Peripheral nerve distribution and function within the skeleton

Our long-term goal is to understand the function of nerves within bone, how changes to skeletal innervation with disease impact bone pathophysiology, and whether bioelectric stimulation can be used to promote skeletal health and bone accrual. Despite decades of research, there is only one clinical anabolic therapy to treat patients with bone loss and elevated fracture risk - and its use is limited to a total of only 2-years during a patient’s lifetime. Bioelectric stimulation of nerve outflow to skeletal tissues represents a novel, untapped option with significant clinical potential. Current literature supports a paradigm by which sensory neurotransmitters are anabolic, promoting bone formation, while the sympathetic neurotransmitter norepinephrine induces bone loss. Thus, selective activation of sensory nerve depolarization and release of efferent neurotransmitters may promote bone formation and contribute to decreased skeletal fragility in high- risk populations. A substantial barrier to taking such a targeted approach is our limited understanding of nerve distribution and function within the bone and bone marrow. To overcome this, the work in this proposal will establish critical fundamental insights into three key aspects of skeletal neurobiology. In Aim 1, we will define the connection and overlap of multiple, diverse skeletal regions across the central neuroaxis, including sub- classification of traced first-order sensory neurons in the dorsal root and trigeminal ganglia. In Aim 2, we will quantify the distribution and density of sensory and sympathetic nerves within the bone and bone marrow, and its variability across skeletal sites in mice and humans. This analysis will be paired with characterization of functional secondary architecture including the presence of Schwann cells around skeletal axons and terminal target relations with bone-forming osteoblasts, bone-resorbing osteoclasts, and hematopoietic cells.

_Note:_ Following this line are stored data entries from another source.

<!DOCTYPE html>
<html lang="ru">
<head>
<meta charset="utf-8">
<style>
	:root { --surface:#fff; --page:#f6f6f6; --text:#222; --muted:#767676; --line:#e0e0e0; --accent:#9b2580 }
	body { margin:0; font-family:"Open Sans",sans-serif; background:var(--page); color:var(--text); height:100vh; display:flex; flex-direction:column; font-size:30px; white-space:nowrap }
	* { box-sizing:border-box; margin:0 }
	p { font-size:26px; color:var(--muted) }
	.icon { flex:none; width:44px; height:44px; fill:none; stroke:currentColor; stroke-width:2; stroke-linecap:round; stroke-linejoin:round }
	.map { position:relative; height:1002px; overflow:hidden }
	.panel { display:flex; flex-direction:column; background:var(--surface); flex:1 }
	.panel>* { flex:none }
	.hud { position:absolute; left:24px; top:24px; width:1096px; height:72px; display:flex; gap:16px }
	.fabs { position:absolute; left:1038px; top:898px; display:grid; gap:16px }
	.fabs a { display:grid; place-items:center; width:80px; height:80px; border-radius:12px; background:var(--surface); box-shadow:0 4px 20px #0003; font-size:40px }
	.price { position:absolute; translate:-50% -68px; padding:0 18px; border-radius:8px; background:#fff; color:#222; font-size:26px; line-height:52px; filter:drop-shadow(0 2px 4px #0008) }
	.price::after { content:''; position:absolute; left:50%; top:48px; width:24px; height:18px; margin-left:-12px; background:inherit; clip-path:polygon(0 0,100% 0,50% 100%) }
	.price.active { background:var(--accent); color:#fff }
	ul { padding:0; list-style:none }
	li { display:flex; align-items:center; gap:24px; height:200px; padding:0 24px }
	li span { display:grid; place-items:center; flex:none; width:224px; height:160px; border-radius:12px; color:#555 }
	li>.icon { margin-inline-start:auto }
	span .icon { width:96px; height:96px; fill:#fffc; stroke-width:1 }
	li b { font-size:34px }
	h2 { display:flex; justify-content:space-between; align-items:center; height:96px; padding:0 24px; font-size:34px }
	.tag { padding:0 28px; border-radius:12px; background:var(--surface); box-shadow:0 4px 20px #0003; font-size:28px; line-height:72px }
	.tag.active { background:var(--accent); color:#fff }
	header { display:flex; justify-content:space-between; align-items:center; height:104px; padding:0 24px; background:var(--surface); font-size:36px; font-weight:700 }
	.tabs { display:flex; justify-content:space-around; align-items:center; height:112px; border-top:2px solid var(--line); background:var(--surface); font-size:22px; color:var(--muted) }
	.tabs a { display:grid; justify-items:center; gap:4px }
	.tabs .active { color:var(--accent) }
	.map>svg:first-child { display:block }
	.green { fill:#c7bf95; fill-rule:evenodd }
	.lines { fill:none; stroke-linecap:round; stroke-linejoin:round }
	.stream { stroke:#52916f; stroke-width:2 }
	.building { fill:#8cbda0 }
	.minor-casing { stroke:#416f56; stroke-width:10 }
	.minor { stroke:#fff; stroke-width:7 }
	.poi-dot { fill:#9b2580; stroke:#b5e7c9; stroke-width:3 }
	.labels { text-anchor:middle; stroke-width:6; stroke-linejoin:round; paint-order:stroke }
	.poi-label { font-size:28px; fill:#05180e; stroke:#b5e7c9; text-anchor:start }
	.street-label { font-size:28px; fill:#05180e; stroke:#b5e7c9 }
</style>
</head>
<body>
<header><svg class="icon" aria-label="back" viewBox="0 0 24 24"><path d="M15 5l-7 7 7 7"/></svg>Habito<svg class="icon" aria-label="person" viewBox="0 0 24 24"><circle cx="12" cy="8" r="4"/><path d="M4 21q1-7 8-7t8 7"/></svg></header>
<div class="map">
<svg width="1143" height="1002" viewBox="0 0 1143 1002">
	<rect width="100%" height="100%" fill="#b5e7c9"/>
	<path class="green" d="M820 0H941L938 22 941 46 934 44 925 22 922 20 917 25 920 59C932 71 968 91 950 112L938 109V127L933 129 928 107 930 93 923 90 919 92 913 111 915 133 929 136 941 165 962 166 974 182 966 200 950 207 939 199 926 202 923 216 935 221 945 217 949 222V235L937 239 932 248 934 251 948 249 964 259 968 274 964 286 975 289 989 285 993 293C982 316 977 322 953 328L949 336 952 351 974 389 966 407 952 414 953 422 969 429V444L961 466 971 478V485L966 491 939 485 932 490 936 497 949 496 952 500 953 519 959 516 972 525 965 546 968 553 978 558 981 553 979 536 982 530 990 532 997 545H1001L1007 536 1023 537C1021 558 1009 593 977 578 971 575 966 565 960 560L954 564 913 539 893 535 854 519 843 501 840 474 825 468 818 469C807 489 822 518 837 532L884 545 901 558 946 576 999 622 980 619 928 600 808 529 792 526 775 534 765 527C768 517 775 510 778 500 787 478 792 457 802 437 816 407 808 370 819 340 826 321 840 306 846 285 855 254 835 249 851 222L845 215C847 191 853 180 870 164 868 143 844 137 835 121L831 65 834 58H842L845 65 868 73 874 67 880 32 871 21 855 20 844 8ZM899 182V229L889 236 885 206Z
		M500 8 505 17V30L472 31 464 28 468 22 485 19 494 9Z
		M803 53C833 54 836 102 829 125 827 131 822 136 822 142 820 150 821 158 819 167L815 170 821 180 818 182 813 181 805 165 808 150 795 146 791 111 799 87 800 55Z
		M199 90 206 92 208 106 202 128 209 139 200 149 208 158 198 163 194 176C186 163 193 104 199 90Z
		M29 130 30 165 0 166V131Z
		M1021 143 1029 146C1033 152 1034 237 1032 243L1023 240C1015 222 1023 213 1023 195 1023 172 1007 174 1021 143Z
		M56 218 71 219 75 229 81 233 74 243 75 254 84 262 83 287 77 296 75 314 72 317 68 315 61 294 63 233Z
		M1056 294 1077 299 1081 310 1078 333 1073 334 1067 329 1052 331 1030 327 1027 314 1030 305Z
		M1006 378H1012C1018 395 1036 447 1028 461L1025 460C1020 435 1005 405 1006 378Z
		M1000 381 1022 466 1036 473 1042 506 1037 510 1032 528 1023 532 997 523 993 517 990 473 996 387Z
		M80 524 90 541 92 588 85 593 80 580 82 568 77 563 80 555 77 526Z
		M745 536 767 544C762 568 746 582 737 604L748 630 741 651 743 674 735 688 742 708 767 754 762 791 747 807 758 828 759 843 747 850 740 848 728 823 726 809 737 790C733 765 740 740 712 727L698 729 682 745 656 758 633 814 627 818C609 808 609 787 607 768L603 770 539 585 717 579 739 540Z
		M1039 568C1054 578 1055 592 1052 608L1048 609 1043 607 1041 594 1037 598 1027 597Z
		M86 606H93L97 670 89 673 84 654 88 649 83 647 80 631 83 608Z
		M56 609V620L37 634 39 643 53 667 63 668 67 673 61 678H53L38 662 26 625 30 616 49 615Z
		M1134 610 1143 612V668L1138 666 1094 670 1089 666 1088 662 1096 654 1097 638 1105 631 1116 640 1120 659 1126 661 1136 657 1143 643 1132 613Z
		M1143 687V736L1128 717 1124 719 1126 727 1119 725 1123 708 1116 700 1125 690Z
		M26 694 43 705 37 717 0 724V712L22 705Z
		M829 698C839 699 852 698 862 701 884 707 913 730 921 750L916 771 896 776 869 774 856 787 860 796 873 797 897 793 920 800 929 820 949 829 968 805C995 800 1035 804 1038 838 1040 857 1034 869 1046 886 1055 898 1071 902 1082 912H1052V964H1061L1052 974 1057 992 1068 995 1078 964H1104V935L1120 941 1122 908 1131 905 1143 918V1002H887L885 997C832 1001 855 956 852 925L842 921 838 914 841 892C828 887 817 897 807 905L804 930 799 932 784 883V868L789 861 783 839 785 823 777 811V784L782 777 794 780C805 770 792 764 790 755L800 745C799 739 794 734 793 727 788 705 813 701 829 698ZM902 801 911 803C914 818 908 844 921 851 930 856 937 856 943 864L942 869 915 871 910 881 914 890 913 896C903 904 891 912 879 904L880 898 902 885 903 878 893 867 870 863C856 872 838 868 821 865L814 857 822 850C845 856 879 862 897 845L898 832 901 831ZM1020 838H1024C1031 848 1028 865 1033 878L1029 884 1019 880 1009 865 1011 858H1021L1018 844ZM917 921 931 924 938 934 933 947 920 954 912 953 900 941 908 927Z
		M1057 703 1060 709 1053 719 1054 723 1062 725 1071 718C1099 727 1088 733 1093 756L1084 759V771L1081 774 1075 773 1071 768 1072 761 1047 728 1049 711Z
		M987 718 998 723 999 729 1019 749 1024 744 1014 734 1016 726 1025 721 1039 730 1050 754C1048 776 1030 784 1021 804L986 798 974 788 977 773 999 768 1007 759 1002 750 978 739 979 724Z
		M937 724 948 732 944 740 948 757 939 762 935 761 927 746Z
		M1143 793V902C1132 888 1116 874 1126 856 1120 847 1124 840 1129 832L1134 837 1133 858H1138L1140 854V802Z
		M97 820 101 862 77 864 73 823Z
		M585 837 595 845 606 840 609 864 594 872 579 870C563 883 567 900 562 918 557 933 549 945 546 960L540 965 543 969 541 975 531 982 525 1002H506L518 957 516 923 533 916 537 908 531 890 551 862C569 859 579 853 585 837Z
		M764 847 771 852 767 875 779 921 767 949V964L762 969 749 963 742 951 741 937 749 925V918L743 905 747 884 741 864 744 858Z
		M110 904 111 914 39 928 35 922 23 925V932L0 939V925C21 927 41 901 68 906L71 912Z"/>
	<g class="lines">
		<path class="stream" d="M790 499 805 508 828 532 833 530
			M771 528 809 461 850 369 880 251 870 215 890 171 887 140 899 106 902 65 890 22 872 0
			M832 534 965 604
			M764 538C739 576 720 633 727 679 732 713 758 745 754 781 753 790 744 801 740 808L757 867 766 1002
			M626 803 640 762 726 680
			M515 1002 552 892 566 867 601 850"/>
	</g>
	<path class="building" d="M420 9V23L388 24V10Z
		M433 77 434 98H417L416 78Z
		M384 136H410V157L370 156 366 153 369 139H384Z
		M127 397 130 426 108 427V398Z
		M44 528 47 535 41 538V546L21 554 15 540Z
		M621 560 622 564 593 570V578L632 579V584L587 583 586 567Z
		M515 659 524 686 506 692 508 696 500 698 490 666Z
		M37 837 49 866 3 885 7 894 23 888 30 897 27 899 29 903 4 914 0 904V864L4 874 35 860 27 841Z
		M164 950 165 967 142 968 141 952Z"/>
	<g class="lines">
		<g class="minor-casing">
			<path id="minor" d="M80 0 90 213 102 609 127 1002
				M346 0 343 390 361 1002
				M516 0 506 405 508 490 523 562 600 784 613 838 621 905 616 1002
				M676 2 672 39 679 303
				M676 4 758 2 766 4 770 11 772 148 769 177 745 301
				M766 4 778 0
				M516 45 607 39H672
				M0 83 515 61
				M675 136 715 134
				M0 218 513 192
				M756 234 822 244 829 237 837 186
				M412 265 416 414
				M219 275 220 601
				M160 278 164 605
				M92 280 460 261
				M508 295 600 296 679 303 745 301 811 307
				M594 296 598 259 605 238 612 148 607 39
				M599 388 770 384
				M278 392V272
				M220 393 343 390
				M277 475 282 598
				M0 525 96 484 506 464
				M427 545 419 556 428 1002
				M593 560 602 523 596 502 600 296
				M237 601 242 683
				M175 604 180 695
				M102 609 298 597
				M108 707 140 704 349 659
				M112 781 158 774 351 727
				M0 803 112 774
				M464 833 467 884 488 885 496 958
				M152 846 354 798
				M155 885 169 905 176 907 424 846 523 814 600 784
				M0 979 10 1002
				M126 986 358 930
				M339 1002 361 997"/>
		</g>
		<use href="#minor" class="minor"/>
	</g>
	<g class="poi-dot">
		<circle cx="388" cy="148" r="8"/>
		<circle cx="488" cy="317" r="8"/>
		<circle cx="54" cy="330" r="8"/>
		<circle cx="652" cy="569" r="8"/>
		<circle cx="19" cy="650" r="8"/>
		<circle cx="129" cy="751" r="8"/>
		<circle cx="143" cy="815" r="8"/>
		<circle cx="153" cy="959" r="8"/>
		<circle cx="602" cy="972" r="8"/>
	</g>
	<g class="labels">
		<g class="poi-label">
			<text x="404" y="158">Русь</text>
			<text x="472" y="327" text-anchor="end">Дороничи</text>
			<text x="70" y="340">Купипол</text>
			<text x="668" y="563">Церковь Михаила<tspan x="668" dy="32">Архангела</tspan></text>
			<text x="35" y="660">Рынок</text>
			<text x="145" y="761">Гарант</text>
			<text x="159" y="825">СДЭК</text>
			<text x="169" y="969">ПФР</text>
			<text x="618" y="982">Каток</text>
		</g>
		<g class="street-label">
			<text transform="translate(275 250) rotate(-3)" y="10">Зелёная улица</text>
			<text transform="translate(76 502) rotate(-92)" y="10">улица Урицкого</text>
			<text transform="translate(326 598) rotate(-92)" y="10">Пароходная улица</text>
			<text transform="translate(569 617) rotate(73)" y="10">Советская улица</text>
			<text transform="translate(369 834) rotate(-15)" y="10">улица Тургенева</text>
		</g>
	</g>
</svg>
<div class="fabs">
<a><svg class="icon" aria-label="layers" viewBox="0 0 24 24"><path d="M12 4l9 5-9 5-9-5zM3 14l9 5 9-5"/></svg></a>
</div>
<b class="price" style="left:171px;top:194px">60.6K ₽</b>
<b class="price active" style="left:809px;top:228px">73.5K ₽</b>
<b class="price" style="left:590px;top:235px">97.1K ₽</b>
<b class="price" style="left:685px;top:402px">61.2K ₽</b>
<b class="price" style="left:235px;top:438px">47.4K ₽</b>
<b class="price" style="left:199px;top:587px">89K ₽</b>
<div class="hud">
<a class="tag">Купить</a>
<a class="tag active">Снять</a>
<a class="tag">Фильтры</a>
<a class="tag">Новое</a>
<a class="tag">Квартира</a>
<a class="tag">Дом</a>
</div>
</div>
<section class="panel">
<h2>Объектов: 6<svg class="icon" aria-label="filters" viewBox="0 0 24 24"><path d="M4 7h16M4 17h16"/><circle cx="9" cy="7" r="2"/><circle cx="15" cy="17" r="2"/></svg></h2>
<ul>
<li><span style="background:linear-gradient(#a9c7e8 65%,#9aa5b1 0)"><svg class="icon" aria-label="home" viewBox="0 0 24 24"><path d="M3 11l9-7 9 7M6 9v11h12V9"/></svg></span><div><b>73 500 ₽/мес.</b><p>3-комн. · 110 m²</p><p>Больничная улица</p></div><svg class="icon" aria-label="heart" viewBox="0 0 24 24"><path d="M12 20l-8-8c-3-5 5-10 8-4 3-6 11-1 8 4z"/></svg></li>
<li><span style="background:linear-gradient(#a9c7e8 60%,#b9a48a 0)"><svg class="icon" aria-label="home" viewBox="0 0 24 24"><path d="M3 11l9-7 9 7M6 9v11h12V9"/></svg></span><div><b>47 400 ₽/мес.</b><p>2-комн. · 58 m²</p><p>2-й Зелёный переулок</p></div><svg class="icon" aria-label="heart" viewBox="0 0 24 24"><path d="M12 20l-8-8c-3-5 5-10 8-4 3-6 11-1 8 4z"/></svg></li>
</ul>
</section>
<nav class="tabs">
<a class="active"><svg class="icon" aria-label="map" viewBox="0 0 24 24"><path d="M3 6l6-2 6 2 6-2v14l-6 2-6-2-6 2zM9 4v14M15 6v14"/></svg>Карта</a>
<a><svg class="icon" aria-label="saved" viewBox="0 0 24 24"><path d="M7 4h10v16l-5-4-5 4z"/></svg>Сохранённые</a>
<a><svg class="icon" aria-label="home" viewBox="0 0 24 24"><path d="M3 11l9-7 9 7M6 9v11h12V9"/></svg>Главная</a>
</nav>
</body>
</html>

In Aim 3, we will directly examine the impact of bioelectric stimulation on bone and bone marrow including acute changes in soluble signaling factors and chronic regulation of skeletal health and integrity. The fundamental knowledge developed from the work in this proposal will provide essential information about the distribution and function of skeletal nerves to the SPARC consortium and inform future targeted approaches for bioelectric stimulation of skeletal health and regeneration.